A CEO said this to me recently, and it is something I sometimes hear from founders and executives, especially during pre-opening phases or periods of rapid growth.
Whether you are launching HR in a new organization or formalizing it in a scaling one, the challenge is to move quickly, stay lean, and build structure that creates meaningful impact from day one.
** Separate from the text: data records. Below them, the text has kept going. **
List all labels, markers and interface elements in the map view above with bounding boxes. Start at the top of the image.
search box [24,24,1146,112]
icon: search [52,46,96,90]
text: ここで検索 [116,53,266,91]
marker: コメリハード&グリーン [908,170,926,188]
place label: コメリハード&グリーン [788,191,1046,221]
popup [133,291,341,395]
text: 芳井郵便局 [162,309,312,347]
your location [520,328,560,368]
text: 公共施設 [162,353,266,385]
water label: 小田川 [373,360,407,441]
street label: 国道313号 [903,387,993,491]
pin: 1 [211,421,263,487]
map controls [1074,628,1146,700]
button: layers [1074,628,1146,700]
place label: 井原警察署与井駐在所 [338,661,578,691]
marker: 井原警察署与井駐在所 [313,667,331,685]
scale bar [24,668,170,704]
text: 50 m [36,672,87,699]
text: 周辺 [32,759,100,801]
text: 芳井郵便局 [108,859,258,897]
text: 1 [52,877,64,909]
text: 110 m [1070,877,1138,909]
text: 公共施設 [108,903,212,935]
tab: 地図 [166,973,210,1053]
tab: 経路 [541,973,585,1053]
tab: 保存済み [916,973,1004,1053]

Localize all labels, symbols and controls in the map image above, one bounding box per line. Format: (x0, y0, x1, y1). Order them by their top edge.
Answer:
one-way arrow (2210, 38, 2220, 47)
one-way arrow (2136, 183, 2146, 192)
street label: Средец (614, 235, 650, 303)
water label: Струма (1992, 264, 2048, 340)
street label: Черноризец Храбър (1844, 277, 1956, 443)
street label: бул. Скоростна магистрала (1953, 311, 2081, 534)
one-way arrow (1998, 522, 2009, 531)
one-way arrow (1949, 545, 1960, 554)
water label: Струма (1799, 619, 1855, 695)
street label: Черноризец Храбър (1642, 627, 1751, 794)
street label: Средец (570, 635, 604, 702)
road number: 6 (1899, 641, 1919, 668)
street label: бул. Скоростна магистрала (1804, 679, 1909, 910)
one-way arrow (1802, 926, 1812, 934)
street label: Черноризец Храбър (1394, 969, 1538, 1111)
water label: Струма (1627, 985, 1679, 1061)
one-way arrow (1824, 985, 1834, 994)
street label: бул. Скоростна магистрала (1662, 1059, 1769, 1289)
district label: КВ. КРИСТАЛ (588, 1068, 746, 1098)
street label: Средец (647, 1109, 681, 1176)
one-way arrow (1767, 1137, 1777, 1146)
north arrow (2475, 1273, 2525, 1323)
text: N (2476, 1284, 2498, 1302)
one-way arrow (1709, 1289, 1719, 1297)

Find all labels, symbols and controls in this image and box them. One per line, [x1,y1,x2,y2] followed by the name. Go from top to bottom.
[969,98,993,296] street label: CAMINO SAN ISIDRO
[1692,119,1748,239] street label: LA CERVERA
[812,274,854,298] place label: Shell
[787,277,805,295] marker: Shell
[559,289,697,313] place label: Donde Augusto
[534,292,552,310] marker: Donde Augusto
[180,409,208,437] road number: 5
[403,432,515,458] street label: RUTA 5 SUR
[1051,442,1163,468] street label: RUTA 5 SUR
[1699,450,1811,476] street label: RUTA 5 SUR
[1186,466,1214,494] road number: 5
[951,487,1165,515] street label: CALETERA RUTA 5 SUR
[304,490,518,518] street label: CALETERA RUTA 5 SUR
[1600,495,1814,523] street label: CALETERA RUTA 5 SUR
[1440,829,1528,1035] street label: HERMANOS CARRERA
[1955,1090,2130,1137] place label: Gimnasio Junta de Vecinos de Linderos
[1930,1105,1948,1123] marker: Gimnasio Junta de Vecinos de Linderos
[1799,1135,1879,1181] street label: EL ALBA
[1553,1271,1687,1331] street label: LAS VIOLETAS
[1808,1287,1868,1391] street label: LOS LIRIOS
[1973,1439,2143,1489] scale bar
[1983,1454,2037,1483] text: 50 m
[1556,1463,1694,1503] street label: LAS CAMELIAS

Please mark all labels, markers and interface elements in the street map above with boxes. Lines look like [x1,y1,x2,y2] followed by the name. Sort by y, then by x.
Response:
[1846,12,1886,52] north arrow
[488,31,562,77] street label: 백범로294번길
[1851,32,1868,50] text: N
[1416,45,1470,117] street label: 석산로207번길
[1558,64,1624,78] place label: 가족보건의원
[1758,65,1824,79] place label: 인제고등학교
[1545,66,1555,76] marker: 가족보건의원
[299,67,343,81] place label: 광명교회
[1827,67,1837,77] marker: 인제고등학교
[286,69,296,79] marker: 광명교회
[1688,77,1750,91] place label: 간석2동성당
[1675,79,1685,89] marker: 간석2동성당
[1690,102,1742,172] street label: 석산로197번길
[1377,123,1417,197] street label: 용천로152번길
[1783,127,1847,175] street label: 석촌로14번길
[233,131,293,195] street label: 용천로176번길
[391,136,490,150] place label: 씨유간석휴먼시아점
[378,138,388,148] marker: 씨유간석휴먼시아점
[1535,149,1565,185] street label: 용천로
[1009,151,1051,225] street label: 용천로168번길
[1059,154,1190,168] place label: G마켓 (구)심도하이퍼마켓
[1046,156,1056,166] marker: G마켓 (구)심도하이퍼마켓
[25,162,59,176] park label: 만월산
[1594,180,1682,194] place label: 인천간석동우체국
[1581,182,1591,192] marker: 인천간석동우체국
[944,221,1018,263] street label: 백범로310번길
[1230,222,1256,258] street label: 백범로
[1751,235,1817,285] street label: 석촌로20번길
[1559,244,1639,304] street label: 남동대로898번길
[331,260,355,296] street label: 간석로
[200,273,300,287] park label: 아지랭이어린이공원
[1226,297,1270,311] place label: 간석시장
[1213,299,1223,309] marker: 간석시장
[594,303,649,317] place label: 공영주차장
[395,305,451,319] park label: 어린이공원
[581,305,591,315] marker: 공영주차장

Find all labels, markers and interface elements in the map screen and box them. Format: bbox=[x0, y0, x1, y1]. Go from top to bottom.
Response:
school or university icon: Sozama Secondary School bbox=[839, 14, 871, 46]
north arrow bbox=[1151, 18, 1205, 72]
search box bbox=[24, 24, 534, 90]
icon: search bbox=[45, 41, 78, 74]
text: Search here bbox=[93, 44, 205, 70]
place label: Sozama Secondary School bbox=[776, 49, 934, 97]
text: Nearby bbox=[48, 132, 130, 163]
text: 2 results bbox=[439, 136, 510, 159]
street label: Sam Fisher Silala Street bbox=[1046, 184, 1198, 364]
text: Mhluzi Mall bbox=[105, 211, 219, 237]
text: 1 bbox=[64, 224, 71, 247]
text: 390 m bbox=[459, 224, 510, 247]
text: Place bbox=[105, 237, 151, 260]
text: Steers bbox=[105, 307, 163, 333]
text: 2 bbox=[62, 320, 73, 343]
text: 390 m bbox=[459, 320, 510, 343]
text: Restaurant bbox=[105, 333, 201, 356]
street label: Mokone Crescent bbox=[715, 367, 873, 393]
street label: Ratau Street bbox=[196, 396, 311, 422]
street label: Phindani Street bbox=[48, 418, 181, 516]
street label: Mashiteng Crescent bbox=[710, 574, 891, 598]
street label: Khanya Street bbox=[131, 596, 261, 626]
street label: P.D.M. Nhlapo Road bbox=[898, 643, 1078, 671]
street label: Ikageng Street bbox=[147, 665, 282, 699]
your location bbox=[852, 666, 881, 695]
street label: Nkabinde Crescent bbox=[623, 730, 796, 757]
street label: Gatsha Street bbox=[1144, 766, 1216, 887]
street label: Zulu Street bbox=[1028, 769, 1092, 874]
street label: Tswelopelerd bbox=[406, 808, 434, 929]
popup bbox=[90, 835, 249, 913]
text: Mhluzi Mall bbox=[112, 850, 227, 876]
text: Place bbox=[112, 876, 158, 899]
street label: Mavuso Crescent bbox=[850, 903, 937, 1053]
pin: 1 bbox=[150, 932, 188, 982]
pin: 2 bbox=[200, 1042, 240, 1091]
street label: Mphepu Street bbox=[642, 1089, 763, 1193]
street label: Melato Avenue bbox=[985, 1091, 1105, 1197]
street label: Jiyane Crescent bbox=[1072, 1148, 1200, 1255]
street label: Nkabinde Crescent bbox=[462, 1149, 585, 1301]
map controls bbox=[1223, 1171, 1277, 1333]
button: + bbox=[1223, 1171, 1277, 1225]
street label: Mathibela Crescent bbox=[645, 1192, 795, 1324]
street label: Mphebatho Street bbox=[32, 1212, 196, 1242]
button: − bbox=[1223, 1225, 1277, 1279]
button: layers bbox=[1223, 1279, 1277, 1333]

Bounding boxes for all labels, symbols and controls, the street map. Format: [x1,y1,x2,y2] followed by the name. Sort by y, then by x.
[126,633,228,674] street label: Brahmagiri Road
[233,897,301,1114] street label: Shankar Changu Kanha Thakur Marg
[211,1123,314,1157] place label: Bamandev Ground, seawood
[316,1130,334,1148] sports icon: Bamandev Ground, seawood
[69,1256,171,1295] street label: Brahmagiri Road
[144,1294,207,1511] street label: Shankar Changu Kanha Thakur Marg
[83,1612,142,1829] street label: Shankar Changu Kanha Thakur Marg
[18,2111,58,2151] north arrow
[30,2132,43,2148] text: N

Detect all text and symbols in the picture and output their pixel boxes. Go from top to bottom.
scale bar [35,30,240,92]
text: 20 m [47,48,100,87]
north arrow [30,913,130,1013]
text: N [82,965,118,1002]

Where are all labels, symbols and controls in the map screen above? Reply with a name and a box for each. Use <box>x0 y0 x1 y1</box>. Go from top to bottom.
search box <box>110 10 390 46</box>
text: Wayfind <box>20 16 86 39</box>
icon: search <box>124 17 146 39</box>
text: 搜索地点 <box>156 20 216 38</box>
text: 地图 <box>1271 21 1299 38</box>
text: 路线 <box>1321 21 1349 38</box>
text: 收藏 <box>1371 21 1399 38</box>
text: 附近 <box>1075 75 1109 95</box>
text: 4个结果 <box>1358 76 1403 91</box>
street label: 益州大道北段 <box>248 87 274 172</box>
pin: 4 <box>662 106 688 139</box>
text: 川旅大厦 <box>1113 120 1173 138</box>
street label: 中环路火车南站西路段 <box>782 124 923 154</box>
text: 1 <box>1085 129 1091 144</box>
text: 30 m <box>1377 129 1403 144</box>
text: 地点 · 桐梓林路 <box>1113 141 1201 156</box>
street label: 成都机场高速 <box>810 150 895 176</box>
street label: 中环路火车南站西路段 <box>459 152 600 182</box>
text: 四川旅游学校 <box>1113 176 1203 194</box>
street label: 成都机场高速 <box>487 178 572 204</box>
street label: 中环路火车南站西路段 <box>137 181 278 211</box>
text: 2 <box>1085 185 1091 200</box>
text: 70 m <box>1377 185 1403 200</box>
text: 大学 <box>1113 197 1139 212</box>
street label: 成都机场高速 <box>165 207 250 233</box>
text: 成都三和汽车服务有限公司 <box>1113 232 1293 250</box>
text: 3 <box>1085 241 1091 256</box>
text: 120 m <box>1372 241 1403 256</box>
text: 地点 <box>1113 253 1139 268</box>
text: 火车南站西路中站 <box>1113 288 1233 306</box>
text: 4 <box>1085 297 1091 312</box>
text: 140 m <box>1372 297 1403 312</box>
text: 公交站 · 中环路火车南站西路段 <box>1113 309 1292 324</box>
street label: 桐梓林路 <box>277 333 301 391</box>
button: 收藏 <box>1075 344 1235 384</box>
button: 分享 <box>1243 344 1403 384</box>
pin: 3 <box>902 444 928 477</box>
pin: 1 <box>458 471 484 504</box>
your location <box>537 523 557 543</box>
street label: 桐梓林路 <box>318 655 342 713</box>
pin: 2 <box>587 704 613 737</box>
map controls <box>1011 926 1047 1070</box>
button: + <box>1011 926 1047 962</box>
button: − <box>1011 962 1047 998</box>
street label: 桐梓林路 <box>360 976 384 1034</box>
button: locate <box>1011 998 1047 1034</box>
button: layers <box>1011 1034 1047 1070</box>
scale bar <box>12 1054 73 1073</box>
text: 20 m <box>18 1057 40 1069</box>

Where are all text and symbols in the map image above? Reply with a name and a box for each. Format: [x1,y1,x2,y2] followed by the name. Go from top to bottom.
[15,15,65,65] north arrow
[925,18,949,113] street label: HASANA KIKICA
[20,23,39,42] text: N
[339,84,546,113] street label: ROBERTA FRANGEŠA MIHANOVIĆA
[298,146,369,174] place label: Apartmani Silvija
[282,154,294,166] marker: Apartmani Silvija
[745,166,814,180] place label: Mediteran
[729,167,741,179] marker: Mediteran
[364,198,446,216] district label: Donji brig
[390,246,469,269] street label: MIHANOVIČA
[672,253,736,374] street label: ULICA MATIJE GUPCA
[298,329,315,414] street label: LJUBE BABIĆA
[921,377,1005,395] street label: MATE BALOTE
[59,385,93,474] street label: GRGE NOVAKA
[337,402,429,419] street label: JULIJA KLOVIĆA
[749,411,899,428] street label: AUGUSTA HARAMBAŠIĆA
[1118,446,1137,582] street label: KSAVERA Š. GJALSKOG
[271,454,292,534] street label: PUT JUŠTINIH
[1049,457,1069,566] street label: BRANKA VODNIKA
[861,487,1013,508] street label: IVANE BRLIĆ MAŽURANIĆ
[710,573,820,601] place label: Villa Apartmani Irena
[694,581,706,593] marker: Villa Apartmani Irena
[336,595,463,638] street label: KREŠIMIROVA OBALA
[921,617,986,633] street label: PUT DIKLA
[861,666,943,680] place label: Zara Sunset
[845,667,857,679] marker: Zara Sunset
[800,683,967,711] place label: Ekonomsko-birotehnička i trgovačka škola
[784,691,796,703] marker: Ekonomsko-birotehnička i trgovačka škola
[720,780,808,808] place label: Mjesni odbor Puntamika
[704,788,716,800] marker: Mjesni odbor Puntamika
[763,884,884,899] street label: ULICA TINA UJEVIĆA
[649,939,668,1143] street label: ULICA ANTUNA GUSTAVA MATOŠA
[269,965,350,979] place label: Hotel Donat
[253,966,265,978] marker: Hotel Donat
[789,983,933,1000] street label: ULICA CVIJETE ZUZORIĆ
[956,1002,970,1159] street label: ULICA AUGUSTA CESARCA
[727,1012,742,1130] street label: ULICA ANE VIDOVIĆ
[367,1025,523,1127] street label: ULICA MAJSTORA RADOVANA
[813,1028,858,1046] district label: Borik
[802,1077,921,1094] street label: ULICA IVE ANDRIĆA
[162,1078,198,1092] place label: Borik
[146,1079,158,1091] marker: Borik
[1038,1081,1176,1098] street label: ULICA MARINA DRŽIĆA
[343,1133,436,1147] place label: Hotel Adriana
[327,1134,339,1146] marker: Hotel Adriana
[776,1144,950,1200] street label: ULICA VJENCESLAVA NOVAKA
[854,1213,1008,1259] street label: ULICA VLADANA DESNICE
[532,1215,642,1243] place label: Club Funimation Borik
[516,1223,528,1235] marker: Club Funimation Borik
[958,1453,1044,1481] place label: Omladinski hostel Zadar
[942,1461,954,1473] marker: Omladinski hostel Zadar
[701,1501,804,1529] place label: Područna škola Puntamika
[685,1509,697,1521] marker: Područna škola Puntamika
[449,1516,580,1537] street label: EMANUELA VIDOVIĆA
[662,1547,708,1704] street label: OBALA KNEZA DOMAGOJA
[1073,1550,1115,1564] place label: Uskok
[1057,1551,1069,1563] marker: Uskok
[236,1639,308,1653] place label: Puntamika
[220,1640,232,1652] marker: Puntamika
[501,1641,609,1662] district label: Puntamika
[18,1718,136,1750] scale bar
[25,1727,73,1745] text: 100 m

This holds true even when HR is just one person or a small team managing multiple responsibilities.
Here is a practical approach I recommend that avoids both oversimplifying and overcomplicating:
Position HR from the start as a data-informed strategic partner focused on enabling execution, building capability, and shaping culture, whether it is a team of one or a growing function, rather than limiting HR to creating and enforcing policy.
Identify the top 2-3 operational pain points and needs (such as hiring delays, payroll errors, compliance gaps, or skill shortages) in order to prioritize efforts that will deliver the fastest results.
Develop a focused HR plan with 3-5 initiatives aligned to business goals, supported by clear KPIs, defined ownership, allocated budget, and a 90-day roadmap to track progress without overextending limited resources.
Establish a lean HR foundation by setting up a basic organizational structure, clearly defining all roles through job architecture, launching a minimum viable recruitment engine, and implementing HRIS, LMS, and payroll systems within the first 30 days, even if responsibilities are shared across cross-functional collaborators.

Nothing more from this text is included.